== Records for this exercise

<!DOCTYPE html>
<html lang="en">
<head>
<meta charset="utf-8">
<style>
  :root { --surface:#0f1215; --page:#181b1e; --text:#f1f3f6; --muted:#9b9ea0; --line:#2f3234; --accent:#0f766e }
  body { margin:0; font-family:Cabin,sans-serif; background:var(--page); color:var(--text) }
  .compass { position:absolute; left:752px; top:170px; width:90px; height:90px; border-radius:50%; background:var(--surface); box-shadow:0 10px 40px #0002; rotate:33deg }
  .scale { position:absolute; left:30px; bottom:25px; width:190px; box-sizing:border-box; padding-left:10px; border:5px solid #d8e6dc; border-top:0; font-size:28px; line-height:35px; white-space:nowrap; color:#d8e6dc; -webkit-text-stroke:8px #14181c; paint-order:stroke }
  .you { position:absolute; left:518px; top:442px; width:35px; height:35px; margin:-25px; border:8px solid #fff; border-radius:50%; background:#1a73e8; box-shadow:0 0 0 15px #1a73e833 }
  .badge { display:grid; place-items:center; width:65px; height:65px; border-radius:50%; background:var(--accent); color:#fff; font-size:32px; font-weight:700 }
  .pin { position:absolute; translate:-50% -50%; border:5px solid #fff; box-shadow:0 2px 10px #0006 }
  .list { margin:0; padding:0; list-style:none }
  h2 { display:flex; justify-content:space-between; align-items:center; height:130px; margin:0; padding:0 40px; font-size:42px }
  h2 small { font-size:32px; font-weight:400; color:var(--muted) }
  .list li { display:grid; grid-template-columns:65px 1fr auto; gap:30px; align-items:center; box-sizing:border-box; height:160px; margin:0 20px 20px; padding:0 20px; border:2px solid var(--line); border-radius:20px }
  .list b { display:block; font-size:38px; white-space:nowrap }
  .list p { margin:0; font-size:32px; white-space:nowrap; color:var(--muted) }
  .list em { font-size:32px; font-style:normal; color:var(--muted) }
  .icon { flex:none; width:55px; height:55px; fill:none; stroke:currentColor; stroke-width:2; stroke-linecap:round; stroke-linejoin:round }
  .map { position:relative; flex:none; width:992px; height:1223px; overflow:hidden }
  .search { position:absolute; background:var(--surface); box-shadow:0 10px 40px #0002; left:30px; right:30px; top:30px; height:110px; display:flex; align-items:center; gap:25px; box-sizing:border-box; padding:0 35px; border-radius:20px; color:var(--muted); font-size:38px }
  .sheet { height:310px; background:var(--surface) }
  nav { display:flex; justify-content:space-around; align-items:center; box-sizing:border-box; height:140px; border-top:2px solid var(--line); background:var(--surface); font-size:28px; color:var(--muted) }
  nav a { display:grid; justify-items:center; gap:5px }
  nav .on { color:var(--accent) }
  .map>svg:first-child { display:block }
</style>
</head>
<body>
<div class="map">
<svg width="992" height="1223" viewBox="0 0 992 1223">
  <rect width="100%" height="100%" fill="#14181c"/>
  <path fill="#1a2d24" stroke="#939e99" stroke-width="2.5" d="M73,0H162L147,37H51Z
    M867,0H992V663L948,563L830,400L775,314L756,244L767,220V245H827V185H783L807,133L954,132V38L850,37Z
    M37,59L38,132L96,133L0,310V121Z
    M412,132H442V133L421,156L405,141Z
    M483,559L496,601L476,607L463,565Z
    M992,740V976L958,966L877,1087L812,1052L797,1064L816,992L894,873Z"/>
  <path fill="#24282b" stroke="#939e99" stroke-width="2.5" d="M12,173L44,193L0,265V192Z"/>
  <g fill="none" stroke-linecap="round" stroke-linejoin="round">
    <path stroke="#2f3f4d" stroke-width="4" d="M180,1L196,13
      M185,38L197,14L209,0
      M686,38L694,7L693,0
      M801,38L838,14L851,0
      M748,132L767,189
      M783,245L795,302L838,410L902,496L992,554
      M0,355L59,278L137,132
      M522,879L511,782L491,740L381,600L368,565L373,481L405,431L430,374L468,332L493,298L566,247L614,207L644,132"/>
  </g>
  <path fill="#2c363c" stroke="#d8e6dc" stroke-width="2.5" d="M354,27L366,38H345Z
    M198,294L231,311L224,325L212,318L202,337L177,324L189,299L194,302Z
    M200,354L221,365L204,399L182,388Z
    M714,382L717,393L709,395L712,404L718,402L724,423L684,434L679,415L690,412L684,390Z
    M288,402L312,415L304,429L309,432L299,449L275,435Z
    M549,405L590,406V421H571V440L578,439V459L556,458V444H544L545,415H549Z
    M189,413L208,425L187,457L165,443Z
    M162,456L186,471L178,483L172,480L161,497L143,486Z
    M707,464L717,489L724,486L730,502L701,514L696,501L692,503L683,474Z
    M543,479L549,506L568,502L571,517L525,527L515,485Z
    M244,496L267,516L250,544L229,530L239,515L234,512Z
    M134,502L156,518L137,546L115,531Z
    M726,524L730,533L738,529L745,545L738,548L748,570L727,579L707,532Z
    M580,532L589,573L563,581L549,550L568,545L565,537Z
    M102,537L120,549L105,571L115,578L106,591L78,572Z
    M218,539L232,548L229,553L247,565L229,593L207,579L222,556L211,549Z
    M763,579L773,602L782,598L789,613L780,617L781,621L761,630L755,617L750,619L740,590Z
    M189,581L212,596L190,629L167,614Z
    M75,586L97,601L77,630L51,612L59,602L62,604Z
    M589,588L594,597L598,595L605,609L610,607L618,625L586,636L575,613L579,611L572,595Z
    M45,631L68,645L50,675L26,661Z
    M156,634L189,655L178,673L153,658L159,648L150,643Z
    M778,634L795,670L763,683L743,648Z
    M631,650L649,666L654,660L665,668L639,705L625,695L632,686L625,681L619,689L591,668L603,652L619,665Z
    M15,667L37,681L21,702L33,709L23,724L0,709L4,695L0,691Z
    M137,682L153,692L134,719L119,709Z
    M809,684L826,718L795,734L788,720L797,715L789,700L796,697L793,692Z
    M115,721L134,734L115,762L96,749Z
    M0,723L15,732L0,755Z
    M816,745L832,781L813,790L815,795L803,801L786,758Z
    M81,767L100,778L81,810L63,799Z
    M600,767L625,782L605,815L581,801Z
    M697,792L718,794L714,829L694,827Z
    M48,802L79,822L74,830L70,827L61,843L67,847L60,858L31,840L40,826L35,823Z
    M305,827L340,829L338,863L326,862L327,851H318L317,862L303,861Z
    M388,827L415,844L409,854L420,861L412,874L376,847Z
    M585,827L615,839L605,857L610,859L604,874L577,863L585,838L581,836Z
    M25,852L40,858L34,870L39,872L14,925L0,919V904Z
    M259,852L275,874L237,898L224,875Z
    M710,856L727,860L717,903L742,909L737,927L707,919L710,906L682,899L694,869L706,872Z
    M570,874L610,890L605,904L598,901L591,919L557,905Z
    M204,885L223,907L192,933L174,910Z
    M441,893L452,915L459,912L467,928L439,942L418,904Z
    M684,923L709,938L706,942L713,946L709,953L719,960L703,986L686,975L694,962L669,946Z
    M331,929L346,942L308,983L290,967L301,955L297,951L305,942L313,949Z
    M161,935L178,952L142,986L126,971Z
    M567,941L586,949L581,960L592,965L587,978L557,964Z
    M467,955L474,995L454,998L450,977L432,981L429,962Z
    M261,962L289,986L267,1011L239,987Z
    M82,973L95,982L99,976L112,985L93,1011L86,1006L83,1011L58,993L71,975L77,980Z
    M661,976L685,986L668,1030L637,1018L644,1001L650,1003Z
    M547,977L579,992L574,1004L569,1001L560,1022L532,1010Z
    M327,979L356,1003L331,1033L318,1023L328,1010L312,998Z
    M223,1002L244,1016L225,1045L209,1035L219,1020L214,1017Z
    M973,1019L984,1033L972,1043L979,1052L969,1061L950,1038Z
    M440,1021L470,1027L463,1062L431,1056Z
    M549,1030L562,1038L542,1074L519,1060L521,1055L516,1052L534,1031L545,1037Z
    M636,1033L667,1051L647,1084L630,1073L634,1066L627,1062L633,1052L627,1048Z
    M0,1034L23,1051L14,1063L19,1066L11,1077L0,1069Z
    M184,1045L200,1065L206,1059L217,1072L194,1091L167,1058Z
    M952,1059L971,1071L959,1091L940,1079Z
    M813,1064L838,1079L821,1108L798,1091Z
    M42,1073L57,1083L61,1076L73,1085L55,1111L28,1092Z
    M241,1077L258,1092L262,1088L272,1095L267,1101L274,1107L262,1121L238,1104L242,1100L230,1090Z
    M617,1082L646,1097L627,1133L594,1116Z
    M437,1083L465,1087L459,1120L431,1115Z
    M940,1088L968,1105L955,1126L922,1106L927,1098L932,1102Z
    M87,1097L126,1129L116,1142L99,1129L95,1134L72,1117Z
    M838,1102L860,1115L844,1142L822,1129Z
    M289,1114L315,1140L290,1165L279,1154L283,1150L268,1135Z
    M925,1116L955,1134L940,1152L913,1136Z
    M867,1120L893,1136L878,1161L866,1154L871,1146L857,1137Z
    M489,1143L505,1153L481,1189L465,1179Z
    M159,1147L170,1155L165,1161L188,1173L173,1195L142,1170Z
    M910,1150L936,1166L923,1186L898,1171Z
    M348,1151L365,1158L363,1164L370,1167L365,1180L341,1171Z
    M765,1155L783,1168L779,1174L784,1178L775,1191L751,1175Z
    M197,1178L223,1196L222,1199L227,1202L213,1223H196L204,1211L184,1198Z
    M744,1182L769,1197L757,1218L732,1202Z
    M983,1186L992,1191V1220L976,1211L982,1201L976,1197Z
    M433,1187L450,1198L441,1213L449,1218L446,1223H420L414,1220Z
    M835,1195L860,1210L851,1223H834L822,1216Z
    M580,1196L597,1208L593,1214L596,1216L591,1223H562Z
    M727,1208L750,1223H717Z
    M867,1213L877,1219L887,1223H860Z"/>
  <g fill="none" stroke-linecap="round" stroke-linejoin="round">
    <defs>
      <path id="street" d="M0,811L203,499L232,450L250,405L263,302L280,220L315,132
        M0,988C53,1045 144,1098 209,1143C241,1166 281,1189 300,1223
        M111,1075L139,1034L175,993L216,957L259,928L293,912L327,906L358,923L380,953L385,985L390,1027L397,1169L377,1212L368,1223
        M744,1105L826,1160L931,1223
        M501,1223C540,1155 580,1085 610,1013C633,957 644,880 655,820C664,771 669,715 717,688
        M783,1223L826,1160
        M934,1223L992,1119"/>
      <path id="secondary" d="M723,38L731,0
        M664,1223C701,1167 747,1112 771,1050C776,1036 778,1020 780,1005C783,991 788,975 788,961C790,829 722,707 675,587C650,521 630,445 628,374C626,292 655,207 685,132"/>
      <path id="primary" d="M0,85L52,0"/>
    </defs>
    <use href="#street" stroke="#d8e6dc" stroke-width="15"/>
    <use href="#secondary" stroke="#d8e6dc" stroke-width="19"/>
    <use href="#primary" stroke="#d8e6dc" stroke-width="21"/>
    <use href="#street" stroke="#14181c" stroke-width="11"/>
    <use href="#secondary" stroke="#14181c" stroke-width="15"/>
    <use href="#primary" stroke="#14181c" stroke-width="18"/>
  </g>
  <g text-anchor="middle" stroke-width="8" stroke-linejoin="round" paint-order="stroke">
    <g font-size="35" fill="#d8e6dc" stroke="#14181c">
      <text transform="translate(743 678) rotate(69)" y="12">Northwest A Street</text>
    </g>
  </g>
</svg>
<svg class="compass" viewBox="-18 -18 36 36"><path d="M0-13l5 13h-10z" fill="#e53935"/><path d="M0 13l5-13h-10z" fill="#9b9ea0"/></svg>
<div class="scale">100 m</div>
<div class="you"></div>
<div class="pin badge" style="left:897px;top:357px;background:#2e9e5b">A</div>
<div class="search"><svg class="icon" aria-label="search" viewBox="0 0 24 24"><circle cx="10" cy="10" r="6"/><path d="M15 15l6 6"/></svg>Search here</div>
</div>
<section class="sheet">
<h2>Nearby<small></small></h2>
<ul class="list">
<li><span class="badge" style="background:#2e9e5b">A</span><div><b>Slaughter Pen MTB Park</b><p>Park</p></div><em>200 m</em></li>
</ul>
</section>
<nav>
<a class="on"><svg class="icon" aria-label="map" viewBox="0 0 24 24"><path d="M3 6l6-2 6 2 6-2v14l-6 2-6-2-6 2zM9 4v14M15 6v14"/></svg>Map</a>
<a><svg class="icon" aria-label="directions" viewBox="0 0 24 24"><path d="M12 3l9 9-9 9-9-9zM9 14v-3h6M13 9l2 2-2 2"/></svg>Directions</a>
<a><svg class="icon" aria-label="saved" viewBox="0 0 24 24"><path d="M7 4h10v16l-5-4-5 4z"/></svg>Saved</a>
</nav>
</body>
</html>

====
== Records for this exercise

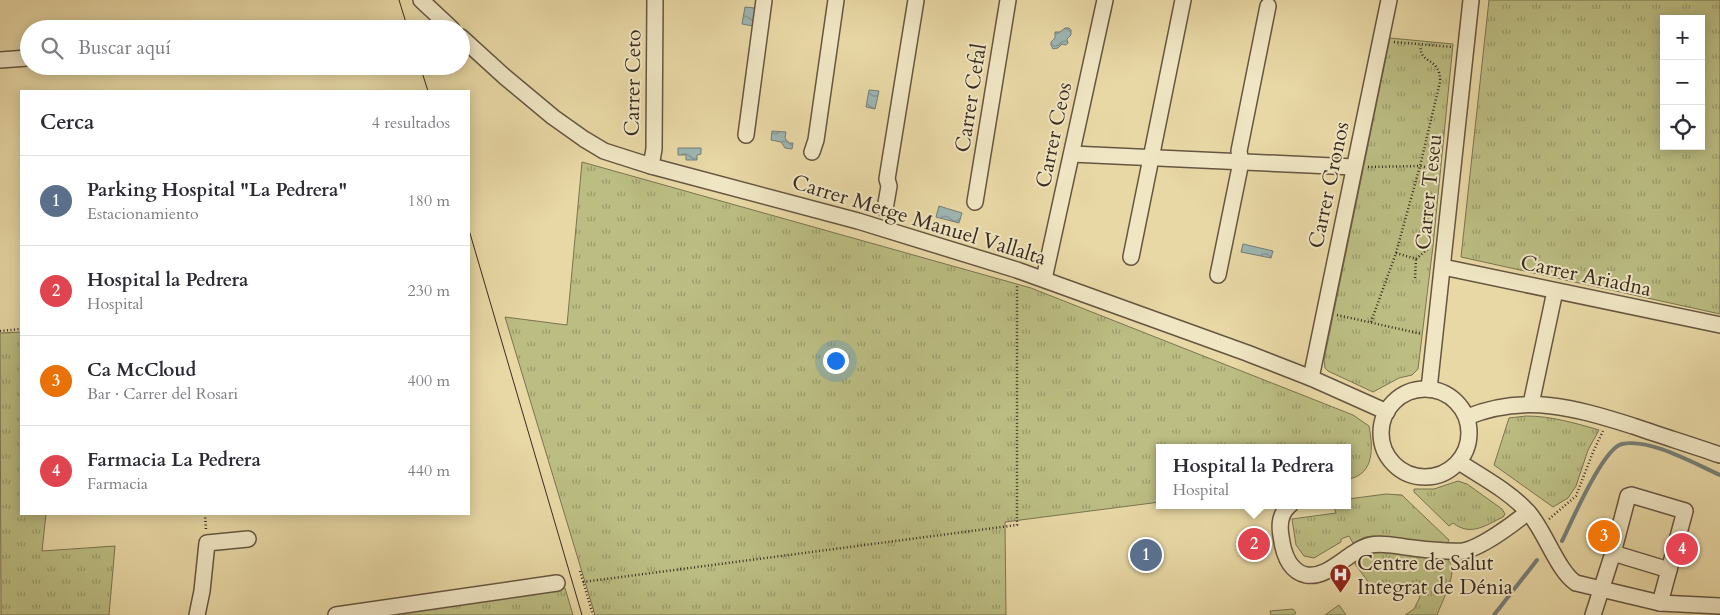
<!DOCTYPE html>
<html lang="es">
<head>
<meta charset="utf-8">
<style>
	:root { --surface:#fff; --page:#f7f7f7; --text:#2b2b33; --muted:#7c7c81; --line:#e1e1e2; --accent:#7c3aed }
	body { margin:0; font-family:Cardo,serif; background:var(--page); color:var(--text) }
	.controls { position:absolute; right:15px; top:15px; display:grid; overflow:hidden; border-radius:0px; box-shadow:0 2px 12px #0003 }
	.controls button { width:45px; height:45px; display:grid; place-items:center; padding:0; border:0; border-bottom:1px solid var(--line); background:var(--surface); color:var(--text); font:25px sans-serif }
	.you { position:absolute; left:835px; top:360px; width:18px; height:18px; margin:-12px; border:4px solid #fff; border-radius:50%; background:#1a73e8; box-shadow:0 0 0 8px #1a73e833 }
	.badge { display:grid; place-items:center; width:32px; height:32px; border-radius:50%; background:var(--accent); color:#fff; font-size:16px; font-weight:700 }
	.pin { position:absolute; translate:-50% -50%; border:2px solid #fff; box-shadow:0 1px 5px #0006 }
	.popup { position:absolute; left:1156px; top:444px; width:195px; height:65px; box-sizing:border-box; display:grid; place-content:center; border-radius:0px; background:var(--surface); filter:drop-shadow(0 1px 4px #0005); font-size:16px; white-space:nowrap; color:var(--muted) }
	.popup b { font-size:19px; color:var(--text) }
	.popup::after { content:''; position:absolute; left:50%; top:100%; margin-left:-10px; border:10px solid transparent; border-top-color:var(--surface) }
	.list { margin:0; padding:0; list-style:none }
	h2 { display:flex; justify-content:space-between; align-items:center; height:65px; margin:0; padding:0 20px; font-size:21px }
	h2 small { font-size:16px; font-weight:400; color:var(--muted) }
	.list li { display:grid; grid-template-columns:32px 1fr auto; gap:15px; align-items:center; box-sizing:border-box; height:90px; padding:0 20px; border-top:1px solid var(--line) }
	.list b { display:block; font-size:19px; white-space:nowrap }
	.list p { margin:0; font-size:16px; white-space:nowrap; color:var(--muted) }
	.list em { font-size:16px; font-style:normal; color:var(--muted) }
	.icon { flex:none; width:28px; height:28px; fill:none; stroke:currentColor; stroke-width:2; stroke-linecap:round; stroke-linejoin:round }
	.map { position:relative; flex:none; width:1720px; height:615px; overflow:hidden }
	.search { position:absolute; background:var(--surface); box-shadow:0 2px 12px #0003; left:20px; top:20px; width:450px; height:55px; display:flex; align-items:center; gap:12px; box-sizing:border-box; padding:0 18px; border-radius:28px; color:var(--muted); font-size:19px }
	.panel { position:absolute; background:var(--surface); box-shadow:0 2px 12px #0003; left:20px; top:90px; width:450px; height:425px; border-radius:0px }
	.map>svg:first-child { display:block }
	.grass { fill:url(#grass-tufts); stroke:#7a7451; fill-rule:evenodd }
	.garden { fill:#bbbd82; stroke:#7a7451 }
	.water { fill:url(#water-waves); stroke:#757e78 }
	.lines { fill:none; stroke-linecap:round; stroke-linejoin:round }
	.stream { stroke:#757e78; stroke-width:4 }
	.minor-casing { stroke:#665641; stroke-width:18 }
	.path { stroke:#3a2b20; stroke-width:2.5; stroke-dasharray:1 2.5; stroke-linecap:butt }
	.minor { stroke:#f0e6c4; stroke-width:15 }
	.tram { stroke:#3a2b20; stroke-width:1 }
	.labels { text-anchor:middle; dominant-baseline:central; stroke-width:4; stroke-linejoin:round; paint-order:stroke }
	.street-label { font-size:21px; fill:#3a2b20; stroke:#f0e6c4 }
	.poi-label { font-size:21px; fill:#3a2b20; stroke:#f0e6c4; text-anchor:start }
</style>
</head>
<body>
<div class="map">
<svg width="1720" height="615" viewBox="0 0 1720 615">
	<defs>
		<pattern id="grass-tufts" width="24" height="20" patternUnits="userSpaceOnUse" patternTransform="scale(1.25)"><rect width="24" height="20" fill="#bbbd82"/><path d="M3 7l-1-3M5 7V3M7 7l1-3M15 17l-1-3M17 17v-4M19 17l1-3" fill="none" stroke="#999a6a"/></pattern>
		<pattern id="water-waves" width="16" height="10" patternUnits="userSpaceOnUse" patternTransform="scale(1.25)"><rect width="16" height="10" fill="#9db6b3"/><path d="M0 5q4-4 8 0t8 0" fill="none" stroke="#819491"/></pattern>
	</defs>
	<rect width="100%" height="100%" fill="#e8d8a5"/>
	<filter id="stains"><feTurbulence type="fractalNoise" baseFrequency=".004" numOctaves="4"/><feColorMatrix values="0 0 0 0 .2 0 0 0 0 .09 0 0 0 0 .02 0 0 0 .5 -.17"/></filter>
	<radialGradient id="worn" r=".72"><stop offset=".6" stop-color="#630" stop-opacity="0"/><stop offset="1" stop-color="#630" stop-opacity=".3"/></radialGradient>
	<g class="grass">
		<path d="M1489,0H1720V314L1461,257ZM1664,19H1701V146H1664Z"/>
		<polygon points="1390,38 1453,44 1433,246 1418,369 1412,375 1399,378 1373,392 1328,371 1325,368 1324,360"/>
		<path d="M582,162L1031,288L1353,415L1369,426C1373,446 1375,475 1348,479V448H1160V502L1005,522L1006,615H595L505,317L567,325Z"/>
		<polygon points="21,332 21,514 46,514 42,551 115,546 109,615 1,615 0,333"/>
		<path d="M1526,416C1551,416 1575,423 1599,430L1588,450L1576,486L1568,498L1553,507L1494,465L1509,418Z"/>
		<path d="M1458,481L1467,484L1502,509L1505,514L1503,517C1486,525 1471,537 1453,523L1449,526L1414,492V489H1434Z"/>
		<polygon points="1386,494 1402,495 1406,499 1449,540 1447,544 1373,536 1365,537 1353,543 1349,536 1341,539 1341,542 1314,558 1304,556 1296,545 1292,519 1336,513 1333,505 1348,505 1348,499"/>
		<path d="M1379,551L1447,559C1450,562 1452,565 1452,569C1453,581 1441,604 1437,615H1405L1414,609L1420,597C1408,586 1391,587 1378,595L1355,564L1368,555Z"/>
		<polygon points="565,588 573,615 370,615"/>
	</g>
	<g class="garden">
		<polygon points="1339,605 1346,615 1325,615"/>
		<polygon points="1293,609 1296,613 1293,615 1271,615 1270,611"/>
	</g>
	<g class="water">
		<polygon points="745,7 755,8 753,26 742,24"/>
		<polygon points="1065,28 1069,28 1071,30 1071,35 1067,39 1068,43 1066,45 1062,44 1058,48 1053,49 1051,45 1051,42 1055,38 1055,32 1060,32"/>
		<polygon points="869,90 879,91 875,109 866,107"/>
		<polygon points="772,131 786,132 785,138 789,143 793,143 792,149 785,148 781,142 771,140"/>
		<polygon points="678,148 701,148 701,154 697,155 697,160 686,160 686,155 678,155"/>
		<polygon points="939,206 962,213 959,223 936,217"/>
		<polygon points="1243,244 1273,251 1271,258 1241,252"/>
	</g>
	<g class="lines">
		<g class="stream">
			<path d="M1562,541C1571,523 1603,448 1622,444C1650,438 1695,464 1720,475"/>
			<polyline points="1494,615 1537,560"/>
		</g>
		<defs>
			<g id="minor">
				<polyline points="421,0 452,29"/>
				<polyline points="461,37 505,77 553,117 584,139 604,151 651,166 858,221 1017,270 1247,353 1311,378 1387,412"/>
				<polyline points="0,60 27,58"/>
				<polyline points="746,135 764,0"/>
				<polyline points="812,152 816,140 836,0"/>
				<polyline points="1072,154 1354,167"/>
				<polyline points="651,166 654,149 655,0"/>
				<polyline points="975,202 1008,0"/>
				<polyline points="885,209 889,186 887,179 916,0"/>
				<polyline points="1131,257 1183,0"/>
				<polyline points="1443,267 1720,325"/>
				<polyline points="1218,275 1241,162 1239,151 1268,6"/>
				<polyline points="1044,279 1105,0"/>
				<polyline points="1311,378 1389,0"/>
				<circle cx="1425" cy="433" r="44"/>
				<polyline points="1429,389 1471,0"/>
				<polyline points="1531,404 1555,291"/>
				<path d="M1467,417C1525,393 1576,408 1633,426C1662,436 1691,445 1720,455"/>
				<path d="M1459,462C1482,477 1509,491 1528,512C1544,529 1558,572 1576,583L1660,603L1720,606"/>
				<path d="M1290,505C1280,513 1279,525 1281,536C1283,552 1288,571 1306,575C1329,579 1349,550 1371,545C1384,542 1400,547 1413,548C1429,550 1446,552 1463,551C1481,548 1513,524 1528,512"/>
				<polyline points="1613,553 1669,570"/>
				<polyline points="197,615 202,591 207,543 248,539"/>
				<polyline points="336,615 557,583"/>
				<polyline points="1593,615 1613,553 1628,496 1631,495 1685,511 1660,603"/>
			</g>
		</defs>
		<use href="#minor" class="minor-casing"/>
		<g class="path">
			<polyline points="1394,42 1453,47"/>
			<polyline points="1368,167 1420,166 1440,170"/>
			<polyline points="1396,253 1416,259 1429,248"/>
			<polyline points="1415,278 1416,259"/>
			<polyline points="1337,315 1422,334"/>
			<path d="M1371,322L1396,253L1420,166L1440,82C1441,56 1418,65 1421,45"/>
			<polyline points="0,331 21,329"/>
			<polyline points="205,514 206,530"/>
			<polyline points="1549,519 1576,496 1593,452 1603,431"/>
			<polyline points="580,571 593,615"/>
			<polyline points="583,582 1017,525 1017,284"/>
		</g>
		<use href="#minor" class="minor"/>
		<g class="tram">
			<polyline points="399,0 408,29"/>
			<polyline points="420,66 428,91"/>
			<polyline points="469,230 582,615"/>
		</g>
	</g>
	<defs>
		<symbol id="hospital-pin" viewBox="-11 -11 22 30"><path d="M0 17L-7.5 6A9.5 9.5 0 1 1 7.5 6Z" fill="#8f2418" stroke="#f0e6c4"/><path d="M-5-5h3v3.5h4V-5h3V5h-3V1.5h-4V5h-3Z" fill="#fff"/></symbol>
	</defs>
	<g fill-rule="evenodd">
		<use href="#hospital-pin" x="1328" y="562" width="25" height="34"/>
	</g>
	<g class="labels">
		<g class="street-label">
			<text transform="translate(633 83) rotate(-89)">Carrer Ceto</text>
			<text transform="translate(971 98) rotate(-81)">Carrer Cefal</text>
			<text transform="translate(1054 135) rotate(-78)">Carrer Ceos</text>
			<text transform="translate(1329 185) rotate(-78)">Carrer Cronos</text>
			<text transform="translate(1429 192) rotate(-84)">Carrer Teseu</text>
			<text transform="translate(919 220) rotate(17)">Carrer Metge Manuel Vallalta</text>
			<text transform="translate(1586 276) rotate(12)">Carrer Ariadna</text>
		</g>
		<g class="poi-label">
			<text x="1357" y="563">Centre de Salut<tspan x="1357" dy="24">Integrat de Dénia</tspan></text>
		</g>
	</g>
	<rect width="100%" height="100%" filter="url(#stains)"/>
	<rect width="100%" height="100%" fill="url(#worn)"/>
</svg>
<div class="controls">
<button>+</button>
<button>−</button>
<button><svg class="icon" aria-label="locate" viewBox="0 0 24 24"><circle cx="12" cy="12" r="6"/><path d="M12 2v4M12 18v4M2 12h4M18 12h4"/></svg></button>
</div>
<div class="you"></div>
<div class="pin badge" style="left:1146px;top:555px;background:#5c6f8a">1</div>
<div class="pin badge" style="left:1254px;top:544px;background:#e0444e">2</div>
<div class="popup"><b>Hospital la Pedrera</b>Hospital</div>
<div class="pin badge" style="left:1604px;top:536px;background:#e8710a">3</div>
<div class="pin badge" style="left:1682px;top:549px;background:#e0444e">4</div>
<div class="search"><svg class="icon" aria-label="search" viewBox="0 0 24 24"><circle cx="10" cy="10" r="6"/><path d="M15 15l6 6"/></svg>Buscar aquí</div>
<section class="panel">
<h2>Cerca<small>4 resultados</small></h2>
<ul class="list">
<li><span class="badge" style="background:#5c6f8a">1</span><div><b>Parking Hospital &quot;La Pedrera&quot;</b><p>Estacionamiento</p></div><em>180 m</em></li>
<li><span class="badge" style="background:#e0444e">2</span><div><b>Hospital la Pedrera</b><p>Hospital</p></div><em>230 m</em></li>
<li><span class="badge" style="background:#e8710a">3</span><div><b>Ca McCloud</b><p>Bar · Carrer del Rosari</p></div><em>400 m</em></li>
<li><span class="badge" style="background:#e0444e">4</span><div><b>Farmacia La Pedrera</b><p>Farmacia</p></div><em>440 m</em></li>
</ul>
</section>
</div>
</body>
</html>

====

Exercise prompt
Show every line of the entries above where the word "controls" occurs.

Answer to this problem
	.controls { position:absolute; right:15px; top:15px; display:grid; overflow:hidden; border-radius:0px; box-shadow:0 2px 12px #0003 }
	.controls button { width:45px; height:45px; display:grid; place-items:center; padding:0; border:0; border-bottom:1px solid var(--line); background:var(--surface); color:var(--text); font:25px sans-serif }
<div class="controls">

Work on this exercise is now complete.